Find "M348 465 373 491 372 492H353L337 475Z" in the data, then restate the line it sits in and every later line word for word, ending with the last line.
──────
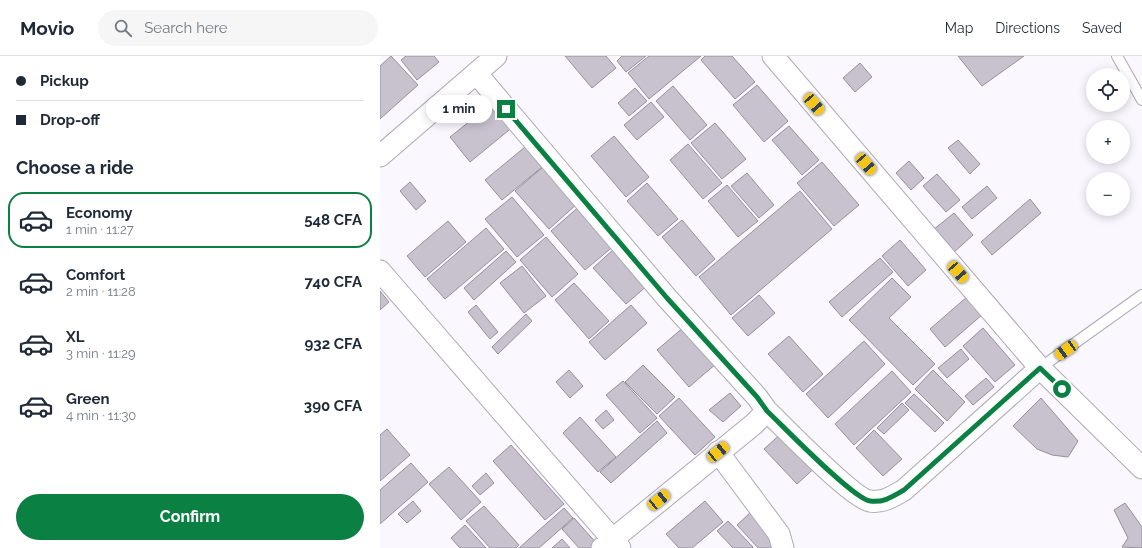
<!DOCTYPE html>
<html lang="en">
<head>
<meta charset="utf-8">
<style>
	body { margin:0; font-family:Raleway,sans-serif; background:#f6f6f7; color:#1f2937; height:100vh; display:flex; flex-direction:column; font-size:15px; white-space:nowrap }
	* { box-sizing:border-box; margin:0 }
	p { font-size:13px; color:#747a83 }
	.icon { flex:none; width:22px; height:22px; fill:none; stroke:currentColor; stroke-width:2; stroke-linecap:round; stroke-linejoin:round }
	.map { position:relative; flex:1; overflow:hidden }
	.panel { display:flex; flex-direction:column; background:#fff; width:380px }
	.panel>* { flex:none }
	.top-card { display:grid; align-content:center; height:88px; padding:0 16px; background:#fff }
	.buttons { position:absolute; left:706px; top:12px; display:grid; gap:8px }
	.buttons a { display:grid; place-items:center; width:44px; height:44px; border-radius:50%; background:#fff; box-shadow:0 2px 10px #0003; font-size:20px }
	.end { position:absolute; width:18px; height:18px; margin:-9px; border:5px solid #0b8043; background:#fff; box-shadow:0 0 0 2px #fff }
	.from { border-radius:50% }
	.bubble { position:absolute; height:28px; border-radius:14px; background:#fff; box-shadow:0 2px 10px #0003; font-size:13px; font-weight:700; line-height:28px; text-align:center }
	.car { position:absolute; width:12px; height:24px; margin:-12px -6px; border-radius:5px; box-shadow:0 0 3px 1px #0007; background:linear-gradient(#f5c518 24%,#345 0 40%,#f5c518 0 76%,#345 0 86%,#f5c518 0) }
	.top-card b { display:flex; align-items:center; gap:14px; height:38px; font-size:15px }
	.top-card b+b { border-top:1px solid #e0e1e3 }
	.top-card i { width:10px; height:10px; background:#1f2937 }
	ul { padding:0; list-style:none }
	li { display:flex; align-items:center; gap:12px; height:56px; margin:0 8px 6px; padding:0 8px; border:2px solid transparent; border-radius:16px }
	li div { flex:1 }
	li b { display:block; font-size:15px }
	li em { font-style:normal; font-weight:700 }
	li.on { border-color:#0b8043 }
	li>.icon { width:36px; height:36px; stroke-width:1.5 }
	h2 { padding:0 16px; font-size:18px; line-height:48px }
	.primary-button { display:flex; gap:8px; margin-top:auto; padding:8px 16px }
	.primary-button a { flex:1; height:46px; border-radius:24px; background:#0b8043; color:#fff; font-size:16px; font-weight:700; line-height:46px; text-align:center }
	header { display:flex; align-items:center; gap:24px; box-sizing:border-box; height:56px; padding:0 20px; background:#fff; border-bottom:1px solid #e0e1e3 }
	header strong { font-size:19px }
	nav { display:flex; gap:22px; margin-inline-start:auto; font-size:14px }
	.search { width:280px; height:36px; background:#f6f6f7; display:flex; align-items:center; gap:10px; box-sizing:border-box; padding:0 14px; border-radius:22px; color:#747a83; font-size:15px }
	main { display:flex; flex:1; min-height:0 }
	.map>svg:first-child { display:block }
	.building { fill:#c8c2cf; stroke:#95909c }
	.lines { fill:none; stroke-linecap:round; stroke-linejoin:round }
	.lane-casing { stroke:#aea9b5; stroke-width:12 }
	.street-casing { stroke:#aea9b5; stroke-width:23 }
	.lane { stroke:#fff; stroke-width:10 }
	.street { stroke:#fff; stroke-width:21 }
	.route { stroke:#0b8043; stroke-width:5 }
</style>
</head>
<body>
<header>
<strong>Movio</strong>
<div class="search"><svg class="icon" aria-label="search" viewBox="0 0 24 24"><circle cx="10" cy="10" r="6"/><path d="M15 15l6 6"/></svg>Search here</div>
<nav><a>Map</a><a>Directions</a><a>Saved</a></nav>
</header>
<main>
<section class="panel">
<div class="top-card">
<b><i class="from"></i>Pickup</b>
<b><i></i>Drop-off</b>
</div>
<h2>Choose a ride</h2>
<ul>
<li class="on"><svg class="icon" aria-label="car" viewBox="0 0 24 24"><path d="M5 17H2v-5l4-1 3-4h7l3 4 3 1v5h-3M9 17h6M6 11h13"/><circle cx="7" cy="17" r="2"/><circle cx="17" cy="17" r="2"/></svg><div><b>Economy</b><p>1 min · 11:27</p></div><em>548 CFA</em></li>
<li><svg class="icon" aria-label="car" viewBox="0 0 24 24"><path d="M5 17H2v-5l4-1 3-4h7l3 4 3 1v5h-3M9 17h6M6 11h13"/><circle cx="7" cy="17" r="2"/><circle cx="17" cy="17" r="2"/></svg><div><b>Comfort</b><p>2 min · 11:28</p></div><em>740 CFA</em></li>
<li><svg class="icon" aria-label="car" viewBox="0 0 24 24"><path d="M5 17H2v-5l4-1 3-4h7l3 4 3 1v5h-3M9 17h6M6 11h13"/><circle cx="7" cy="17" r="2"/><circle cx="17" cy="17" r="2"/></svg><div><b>XL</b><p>3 min · 11:29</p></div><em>932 CFA</em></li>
<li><svg class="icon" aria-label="car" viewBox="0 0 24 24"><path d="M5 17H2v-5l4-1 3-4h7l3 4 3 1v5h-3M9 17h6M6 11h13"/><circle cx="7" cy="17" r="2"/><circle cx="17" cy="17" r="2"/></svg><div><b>Green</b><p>4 min · 11:30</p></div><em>390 CFA</em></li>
</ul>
<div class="primary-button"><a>Confirm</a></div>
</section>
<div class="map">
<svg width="762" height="492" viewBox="0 0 762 492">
	<rect width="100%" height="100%" fill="#faf7ff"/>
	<path class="building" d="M11 0 38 29 0 63V10Z
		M26 0H54L59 6 37 24 21 4Z
		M185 0H226L236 12 212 32Z
		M242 0H266L246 16 237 5Z
		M269 0H321L269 43 248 17Z
		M325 0H352L375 26 355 43 321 4Z
		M578 0H644L602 30Z
		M480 7 492 21 475 36 463 22Z
		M377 29 408 65 384 86 353 49Z
		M293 30 327 69 310 84 276 45Z
		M255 32 267 45 249 60 238 47Z
		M114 46 134 70 90 106 70 81Z
		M271 46 284 61 257 84 244 69Z
		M335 67 366 103 342 123 311 87Z
		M409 70 439 104 422 119 392 84Z
		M234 80 269 121 246 141 211 100Z
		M578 84 600 108 590 118 568 92Z
		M308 88 342 127 323 143 290 104Z
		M145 91 162 111 122 144 105 124Z
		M529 105 544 122 531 134 516 117Z
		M442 106 479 149 454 170 417 127Z
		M164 110 198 147 169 173 135 135Z
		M367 117 394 149 379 162 351 130Z
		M557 118 580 144 566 156 543 130Z
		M30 126 46 145 36 154 20 135Z
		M267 127 298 163 278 180 247 145Z
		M347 129 378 165 358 181 328 145Z
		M607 130 617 142 592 163 582 151Z
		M420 135 452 173 351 259 319 221Z
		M132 141 164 179 137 201 105 163Z
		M650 143 661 157 612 199 601 186Z
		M201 149 235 189 205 214 171 175Z
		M574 157 593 179 573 197 553 174Z
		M302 164 335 203 316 220 282 181Z
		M68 165 86 186 45 221 27 200Z
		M106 172 124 193 65 243 47 223Z
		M166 181 198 218 172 241 140 204Z
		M520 184 546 214 528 230 502 200Z
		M235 192 268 229 246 248 213 212Z
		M126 195 136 206 94 244 84 232Z
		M500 202 513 216 462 261 449 246Z
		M142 210 166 240 144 257 120 227Z
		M512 222 531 241 509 262 555 308 533 329 469 264Z
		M194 227 229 265 209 283 175 244Z
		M0 235 9 246 0 254Z
		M379 239 395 257 368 280 352 262Z
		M588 240 603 258 565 291 550 273Z
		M96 249 118 276 110 283 88 256Z
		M251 249 267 267 225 304 209 286Z
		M146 258 152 265 118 298 112 291Z
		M305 270 337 307 309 331 277 294Z
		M603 272 635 309 615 326 583 290Z
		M409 280 443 318 423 336 388 298Z
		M484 285 505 308 448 362 426 338Z
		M581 293 589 303 567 322 558 312Z
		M263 309 295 341 277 358 245 326Z
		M189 314 203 330 190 342 176 326Z
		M553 314 585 346 567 365 535 333Z
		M512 315 531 336 474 389 455 368Z
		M606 322 614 331 593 349 585 340Z
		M243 325 277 362 260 377 226 339Z
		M350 337 361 350 343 366 329 354Z
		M534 338 564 367 555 376 525 347Z
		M299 342 335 381 315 399 279 360Z
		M661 342 698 385 688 401 672 399 657 393 633 370Z
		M522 347 529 354 504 378 497 372Z
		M226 354 234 364 223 373 215 364Z
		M200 361 236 401 218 416 183 377Z
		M277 365 287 377 231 427 220 416Z
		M7 373 30 399 0 425V379Z
		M405 374 438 409 417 428 384 393Z
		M494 374 522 403 503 420 476 392Z
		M131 389 184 448 165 464 113 405Z
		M31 407 48 426 0 468V434Z
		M69 411 101 446 81 464 49 428Z
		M106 417 114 427 100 439 92 430Z
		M33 445 41 455 27 467 18 458Z
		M325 445 343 466 312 492H299L286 478Z
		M745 447 762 471V492L742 491 748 482 734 454Z
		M104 450 139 489 136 492H110L86 465Z
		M184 452 193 462 159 492H139Z
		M371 456 399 487 394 492H378L357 469Z
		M194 462 218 489 215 492H199L182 473Z
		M348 465 373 491 372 492H353L337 475Z
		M85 469 106 492H80L71 482Z
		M182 483 190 492H172Z"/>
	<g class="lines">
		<defs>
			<path id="lane" d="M737 0 762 44
				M660 312 762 239"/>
			<path id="street" d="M393 0 660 312 762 412
				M96 17 287 242 377 341 387 355C403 370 473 443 490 445 503 447 512 441 524 434L660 312
				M0 100 116 0
				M0 215 240 492
				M338 396 399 478 403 492
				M222 492 374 368 387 355"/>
		</defs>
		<use href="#lane" class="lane-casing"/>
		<use href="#street" class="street-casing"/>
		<use href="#lane" class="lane"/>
		<use href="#street" class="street"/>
	</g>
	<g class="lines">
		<path class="route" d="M126 53 287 242 377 341 387 355C403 370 473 443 490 445 503 447 512 441 524 434L660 312 682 333"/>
	</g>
</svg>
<div class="buttons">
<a><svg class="icon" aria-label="locate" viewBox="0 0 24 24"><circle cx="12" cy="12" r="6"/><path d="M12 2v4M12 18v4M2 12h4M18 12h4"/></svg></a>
<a>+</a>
<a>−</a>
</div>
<i class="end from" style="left:682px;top:333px"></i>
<i class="end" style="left:126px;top:53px"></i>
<div class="bubble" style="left:46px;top:39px;width:66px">1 min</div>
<i class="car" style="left:434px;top:48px;rotate:139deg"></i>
<i class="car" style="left:486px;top:108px;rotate:139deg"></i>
<i class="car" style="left:578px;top:216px;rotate:139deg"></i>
<i class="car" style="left:686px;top:294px;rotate:235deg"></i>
<i class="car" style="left:338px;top:396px;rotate:51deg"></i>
<i class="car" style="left:279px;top:444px;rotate:51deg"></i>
</div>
</main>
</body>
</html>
──────
• **WRITTEN RESPONSE**
		M348 465 373 491 372 492H353L337 475Z
		M85 469 106 492H80L71 482Z
		M182 483 190 492H172Z"/>
	<g class="lines">
		<defs>
			<path id="lane" d="M737 0 762 44
				M660 312 762 239"/>
			<path id="street" d="M393 0 660 312 762 412
				M96 17 287 242 377 341 387 355C403 370 473 443 490 445 503 447 512 441 524 434L660 312
				M0 100 116 0
				M0 215 240 492
				M338 396 399 478 403 492
				M222 492 374 368 387 355"/>
		</defs>
		<use href="#lane" class="lane-casing"/>
		<use href="#street" class="street-casing"/>
		<use href="#lane" class="lane"/>
		<use href="#street" class="street"/>
	</g>
	<g class="lines">
		<path class="route" d="M126 53 287 242 377 341 387 355C403 370 473 443 490 445 503 447 512 441 524 434L660 312 682 333"/>
	</g>
</svg>
<div class="buttons">
<a><svg class="icon" aria-label="locate" viewBox="0 0 24 24"><circle cx="12" cy="12" r="6"/><path d="M12 2v4M12 18v4M2 12h4M18 12h4"/></svg></a>
<a>+</a>
<a>−</a>
</div>
<i class="end from" style="left:682px;top:333px"></i>
<i class="end" style="left:126px;top:53px"></i>
<div class="bubble" style="left:46px;top:39px;width:66px">1 min</div>
<i class="car" style="left:434px;top:48px;rotate:139deg"></i>
<i class="car" style="left:486px;top:108px;rotate:139deg"></i>
<i class="car" style="left:578px;top:216px;rotate:139deg"></i>
<i class="car" style="left:686px;top:294px;rotate:235deg"></i>
<i class="car" style="left:338px;top:396px;rotate:51deg"></i>
<i class="car" style="left:279px;top:444px;rotate:51deg"></i>
</div>
</main>
</body>
</html>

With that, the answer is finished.